◆ **DESCRIPTION OF THE TASK**
Filter the listing below, copying every line in which the word "function" appears.

⁂

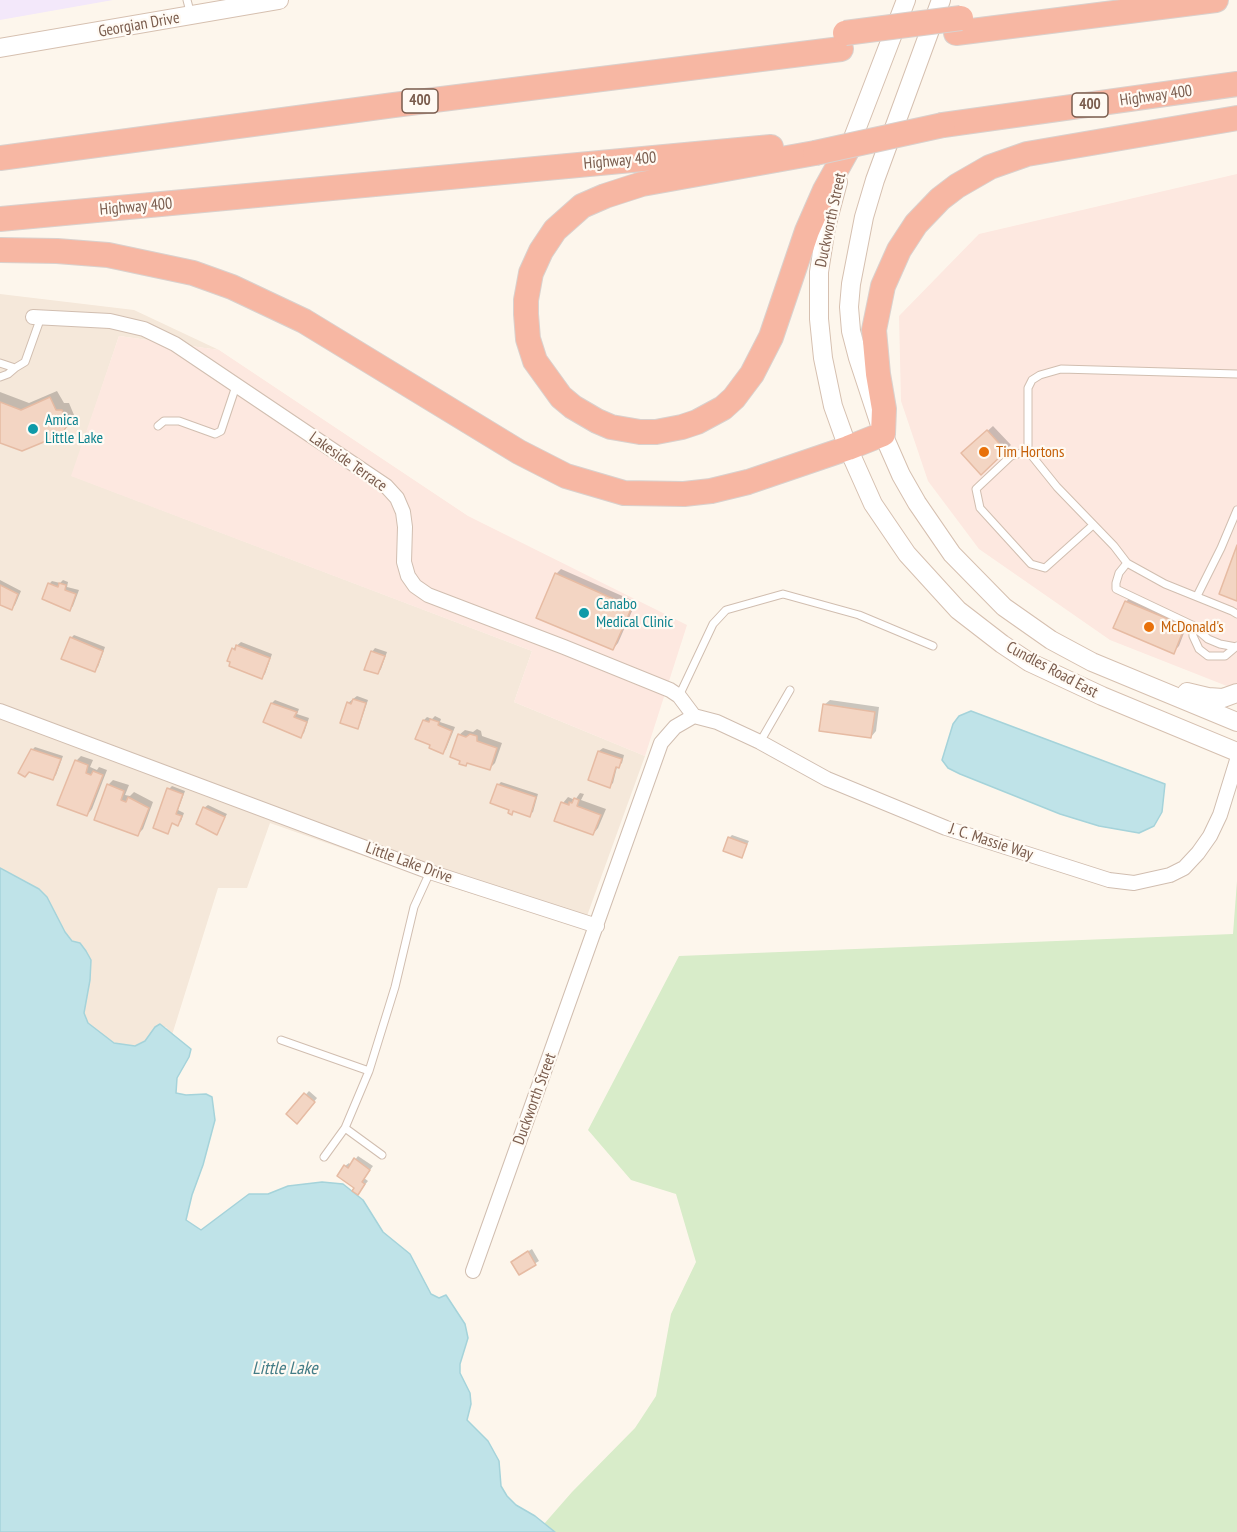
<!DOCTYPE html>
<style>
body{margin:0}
canvas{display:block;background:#fdf6ec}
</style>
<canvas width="1237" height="1532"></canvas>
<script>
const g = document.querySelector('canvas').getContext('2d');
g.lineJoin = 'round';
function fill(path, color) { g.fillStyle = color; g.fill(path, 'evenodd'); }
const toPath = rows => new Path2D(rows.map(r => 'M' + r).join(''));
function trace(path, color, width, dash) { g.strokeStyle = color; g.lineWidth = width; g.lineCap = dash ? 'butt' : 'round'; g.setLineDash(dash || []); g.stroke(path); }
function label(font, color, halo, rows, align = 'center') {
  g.font = font + ' "PT Sans Narrow",sans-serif'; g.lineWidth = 4.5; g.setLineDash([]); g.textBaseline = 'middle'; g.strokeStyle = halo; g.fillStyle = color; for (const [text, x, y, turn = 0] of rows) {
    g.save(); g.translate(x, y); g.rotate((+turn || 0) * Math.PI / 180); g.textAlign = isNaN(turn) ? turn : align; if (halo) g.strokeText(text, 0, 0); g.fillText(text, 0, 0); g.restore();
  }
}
fill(toPath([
 [0,294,134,310,219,350,119,336,72,476,532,651,514,702,645,756,583,927,460,890,270,823,247,888,218,888,172,1035,166,1027,155,1027,145,1042,135,1046,122,1045,114,1043,88,1023,84,1014,90,980,91,961,65,932,47,897,27,882,0,868]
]), '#f5e8da');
fill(toPath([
 [1237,174,1237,690,1110,640,979,549,928,481,901,401,899,316,979,234],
 [119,336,219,350,468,516,687,625,645,756,514,702,532,651,71,476]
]), '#fde8e0');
fill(toPath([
 [0,0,113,0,0,20]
]), '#f3e8fa');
fill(toPath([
 [1237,881,1237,1532,555,1532,544,1524,572,1492,635,1428,656,1396,671,1314,696,1262,676,1194,631,1180,588,1130,679,956,1233,934]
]), '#d8ecc9');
const water = toPath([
 [971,711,1165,784,1162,812,1154,826,1139,833,1099,826,1060,814,960,774,948,768,942,760,953,724,959,716,971,711],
 [0,868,39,889,47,897,65,932,72,941,80,943,86,951,91,960,90,980,84,1013,88,1023,114,1043,135,1046,145,1041,155,1027,160,1024,191,1049,189,1057,177,1078,176,1093,186,1095,206,1094,212,1097,215,1120,203,1165,192,1195,186,1220,201,1230,249,1194,268,1194,288,1186,322,1182,343,1184,363,1200,383,1232,410,1254,431,1294,439,1298,446,1295,465,1324,468,1338,460,1364,460,1373,470,1393,471,1404,467,1420,488,1441,499,1461,501,1486,507,1496,516,1505,535,1516,555,1532,0,1532,0,868]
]);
fill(water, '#bfe3e8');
trace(water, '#a5d3da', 1.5);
fill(toPath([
 [57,391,64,403,69,403,74,415,70,424,62,432,0,441,0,392,29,403],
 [993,426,1011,445,981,472,963,453],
 [561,569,636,602,618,643,613,649,556,574],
 [0,580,21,591,15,605,12,608,0,604],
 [63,580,68,582,67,587,79,590,73,606,70,610,49,584,52,581,60,583],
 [1131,596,1189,620,1179,646,1173,652,1126,602],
 [74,635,105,647,98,667,94,670,71,638],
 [241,642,272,654,265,674,262,677,232,661,233,649],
 [375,648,387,652,381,669,378,673,372,652],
 [357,696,368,700,360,724,357,727,348,703],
 [275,700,299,709,297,714,309,718,304,733,300,736,272,703],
 [830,700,879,707,876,731,871,737,824,705],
 [435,716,441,719,440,722,455,727,446,749,443,752,424,720,427,717,432,719],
 [477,729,481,731,482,736,502,743,495,763,489,769,459,735,465,730,473,732],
 [35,747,63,756,56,775,52,779,32,750],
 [603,748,624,755,622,763,617,767,613,783,610,786,590,779,599,751],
 [81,756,93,760,90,767,97,770,99,767,107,770,92,809,87,815,76,761],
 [113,780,129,785,125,795,130,796,134,792,153,802,143,829,138,834,108,785],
 [501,782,538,794,533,812,529,815,515,810,512,813,498,785],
 [172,786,185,791,178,810,184,813,181,821,178,824,173,822,167,832,169,789],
 [580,793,584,794,581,800,606,809,598,828,593,834,563,803,568,797,575,800],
 [208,805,227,814,216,833,204,808],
 [732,835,749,841,741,856,729,838],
 [309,1091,317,1098,301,1118,288,1114],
 [358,1156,373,1166,364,1178,368,1181,358,1193,345,1166,349,1163,351,1165],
 [532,1249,539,1261,519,1273,516,1259]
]), '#0003');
const building = toPath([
 [50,397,56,410,62,410,67,424,63,434,22,451,0,443,0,402,21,410,50,397],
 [987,430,1006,451,981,475,961,453,987,430],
 [1237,545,1237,601,1219,594,1237,545],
 [555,573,632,607,613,650,536,618,555,573],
 [48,583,58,587,59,583,66,585,65,590,76,594,70,611,42,599,48,583],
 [0,585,18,594,12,610,0,605,0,585],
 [1125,601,1185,626,1174,654,1113,628,1125,601],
 [70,637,103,651,95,672,61,659,70,637],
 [236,645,270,658,262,679,229,666,230,662,227,661,232,648,235,650,236,645],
 [371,651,385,656,378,674,364,670,371,651],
 [353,699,366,703,358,729,340,723,347,702,351,704,353,699],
 [271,703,297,712,294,717,307,722,301,738,263,722,271,703],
 [823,704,875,712,871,738,819,731,823,704],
 [430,719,439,722,438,725,452,731,443,754,429,748,430,745,415,739,423,720,429,722,430,719],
 [458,734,466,737,470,734,477,736,477,741,497,748,490,770,467,763,466,766,459,764,460,761,450,757,458,734],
 [31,749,61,759,53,780,29,772,25,777,18,773,31,749],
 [598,751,622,759,619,768,616,767,610,788,588,780,598,751],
 [75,760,88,765,86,773,91,775,93,771,103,775,87,816,57,805,75,760],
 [107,784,124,791,121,800,126,802,128,797,149,808,138,836,94,820,107,784],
 [497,784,536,797,530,817,513,811,512,815,508,813,509,810,490,803,497,784],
 [167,788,183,794,176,814,182,816,178,826,172,823,168,834,153,828,167,788],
 [574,798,579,800,577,806,601,815,593,835,554,821,561,802,569,805,569,802,572,803,574,798],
 [203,807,225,817,217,835,196,824,203,807],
 [728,837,747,844,742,858,723,851,728,837],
 [304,1093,315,1102,297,1124,286,1114,304,1093],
 [354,1158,370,1170,362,1182,365,1184,358,1195,352,1191,354,1188,337,1176,344,1165,348,1168,354,1158],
 [528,1251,536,1265,519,1275,511,1262,528,1251]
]);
fill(building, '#f3d5c3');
trace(building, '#e6bba3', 1.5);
const service = toPath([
 [187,0,191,15],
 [0,363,15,368,25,362,41,317],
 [1237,374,1061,369,1040,375,1032,380,1028,388,1028,451,1057,487,1114,546,1127,563,1165,584,1232,611,1237,614],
 [0,377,8,374,15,368],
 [158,426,164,421,179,421,215,434,221,431,236,386],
 [1028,451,1011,456,976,489,980,508,1031,564,1045,568,1093,525],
 [1127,563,1119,573,1116,583,1116,589,1192,625,1208,639,1220,644,1236,647],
 [1197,596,1221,548,1237,510],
 [1192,625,1193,636,1199,649,1208,656,1225,656,1237,646],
 [679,696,713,624,726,610,783,594,859,615,933,646],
 [760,742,790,690],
 [281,1040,369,1071],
 [345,1128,382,1155],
 [324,1157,345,1128,369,1071,395,987,414,907,430,872]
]);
const minor = toPath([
 [33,317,110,321,144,329,175,344,386,486,397,498,403,512,405,527,404,562,408,576,415,586,428,595,564,647,670,690,679,696,694,716],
 [0,711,430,872,597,926],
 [694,716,717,722,760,742,827,779,946,828,1109,880,1134,883,1170,875,1184,868,1198,853,1210,836,1220,815,1237,760],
 [473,1271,661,743,675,727,694,716]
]);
const secondary = toPath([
 [941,0,875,180,864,217,851,284,849,307,851,331,858,358,883,434,901,475,917,503,952,554,1004,607,1051,640,1092,662,1237,722],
 [0,48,279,0],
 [846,156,906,0],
 [838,182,826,227,819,272,819,319,823,358,833,406,848,448,873,504,907,554,958,610,1002,644,1029,662,1102,696,1237,752],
 [1187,692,1208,697,1223,698,1237,693]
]);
const motorway = toPath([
 [956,33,1216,0],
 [943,125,1237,84],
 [815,153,642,184,605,196,582,206,555,230,541,251,531,273,526,300,526,314,528,339,535,361,561,397,573,407,597,421,611,427,640,432,656,432,682,427,697,422,723,408,734,398,752,374,771,337,807,231,825,190,849,147],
 [0,158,394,105,841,49],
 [0,219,771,147],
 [0,250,57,251,108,255,193,273,232,287,304,321,519,452,566,476,624,493,684,494,711,491,748,482,848,448,883,434,884,409,878,374,874,330,883,286,899,250,916,224,940,199,957,186,990,167,1027,154,1237,118]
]);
trace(service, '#d1beb0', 9);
trace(minor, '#d1beb0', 16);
trace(secondary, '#d6c0b0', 20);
trace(motorway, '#dad1cd', 26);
trace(service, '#fff', 7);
trace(minor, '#fff', 14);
trace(secondary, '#fff', 18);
trace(motorway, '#f7b7a3', 24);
const motorwayBridge = toPath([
 [845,33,961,18],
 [815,153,943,125]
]);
trace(motorwayBridge, '#dad1cd', 26, []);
trace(motorwayBridge, '#f7b7a3', 24);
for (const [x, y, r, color] of [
 [33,429,6,"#0f9aa8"],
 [984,452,6,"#e8710a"],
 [584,613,6,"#0f9aa8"],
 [1149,627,6,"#e8710a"]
]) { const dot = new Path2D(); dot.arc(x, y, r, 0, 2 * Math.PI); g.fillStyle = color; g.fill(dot); trace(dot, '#fffaf3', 2); }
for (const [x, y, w] of [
 [420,101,36],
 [1090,105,36]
]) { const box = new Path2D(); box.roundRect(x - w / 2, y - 12, w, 24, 4.5); g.fillStyle = '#fffaf3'; g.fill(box); trace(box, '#7a5c4d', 1.5); }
label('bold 15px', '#7a5c4d', null, [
 ["400",420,101],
 ["400",1090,105]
]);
label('16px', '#7a5c4d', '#fffaf3', [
 ["Georgian Drive",139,25,-10],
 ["Highway 400",1156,96,-8],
 ["Highway 400",620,161,-5],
 ["Highway 400",136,207,-5],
 ["Duckworth Street",831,220,-78],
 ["Lakeside Terrace",348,462,35],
 ["Cundles Road East",1052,670,28],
 ["J. C. Massie Way",991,842,18],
 ["Little Lake Drive",409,863,20],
 ["Duckworth Street",535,1099,-70]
]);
label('16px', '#0d838f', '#fffaf3', [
 ["Amica",45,420],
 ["Little Lake",45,438],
 ["Canabo",596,604],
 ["Medical Clinic",596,622]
], 'left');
label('16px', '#c56008', '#fffaf3', [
 ["Tim Hortons",996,452],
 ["McDonald's",1161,627]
], 'left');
label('italic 18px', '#437c86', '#fffaf3', [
 ["Little Lake",285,1369]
]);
</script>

⁂

◆ **REPLY TO THE EXERCISE**
function fill(path, color) { g.fillStyle = color; g.fill(path, 'evenodd'); }
function trace(path, color, width, dash) { g.strokeStyle = color; g.lineWidth = width; g.lineCap = dash ? 'butt' : 'round'; g.setLineDash(dash || []); g.stroke(path); }
function label(font, color, halo, rows, align = 'center') {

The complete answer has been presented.